From 3d98a6ef5ce0ba85acaee4ffffc53f0f21bd8fd2 Mon Sep 17 00:00:00 2001
From: Antonio Sanchez <cantonios@google.com>
Date: Thu, 8 Jul 2021 20:32:23 -0700
Subject: [PATCH] Modify scalar pzero, ptrue, pselect, and p<binary> operations
 to avoid memset.

The `memset` function and bitwise manipulation only apply to POD types
that do not require initialization, otherwise resulting in UB. We currently
violate this in `ptrue` and `pzero`, we assume bitmasks for `pselect`, and
bitwise operations are applied byte-by-byte in the generic implementations.

This is causing issues for scalar types that do require initialization
or that contain non-POD info such as pointers (#2201).

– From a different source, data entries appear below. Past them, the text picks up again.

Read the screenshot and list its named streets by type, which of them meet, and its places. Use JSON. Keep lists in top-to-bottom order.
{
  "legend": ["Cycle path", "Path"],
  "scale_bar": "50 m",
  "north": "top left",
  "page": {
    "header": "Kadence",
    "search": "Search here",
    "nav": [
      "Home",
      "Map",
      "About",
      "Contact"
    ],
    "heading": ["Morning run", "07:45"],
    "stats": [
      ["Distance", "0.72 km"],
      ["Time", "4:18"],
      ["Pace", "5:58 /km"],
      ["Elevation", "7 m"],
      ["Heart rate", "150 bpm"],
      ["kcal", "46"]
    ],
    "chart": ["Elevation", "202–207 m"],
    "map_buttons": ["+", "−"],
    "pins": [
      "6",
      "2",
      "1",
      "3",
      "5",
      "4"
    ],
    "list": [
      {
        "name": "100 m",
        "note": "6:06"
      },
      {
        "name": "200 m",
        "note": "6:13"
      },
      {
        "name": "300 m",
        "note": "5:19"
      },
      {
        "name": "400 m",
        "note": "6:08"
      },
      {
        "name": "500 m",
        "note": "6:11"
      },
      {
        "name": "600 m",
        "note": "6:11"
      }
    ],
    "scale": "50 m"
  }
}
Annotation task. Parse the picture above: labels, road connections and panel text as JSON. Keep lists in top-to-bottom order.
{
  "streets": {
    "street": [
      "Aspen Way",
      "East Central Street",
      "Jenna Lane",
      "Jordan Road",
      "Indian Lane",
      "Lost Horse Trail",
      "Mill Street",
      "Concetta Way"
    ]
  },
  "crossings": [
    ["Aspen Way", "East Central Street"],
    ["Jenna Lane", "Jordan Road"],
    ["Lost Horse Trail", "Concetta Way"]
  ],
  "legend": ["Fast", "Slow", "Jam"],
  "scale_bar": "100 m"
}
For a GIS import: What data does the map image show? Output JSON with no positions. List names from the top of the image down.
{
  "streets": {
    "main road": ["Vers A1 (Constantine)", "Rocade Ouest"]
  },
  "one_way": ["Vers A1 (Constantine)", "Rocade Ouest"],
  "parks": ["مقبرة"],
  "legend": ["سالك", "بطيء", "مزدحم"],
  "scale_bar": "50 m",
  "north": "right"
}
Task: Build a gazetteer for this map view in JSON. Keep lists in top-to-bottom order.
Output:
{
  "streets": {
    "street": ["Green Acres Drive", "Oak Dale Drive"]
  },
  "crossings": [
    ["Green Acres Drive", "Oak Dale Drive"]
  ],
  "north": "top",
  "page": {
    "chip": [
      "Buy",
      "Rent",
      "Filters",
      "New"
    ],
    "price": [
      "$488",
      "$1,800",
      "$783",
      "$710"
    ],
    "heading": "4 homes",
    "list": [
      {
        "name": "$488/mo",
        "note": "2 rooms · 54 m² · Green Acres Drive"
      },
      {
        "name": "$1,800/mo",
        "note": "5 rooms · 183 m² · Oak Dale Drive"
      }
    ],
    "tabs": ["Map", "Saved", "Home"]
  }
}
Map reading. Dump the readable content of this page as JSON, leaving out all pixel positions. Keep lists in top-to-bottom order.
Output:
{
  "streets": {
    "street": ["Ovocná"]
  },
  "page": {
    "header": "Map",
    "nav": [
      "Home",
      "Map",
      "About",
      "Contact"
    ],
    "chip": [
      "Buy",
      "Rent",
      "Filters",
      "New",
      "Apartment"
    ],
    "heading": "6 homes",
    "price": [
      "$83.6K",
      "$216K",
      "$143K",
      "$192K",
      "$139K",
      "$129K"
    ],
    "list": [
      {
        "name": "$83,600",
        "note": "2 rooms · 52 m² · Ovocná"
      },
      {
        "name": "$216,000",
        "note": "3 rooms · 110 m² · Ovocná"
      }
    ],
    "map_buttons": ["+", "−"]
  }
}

We either break
them, or force specializations of these functions for custom scalars,
even if they are not vectorized.

Here we modify these functions for scalars only - instead using only
scalar operations:
- `pzero`: `Scalar(0)` for all scalars.
- `ptrue`: `Scalar(1)` for non-trivial scalars, bitset to one bits for trivial scalars.
- `pselect`: ternary select comparing mask to `Scalar(0)` for all scalars
- `pand`, `por`, `pxor`, `pnot`: use operators `&`, `|`, `^`, `~` for all integer or non-trivial scalars, otherwise apply bytewise.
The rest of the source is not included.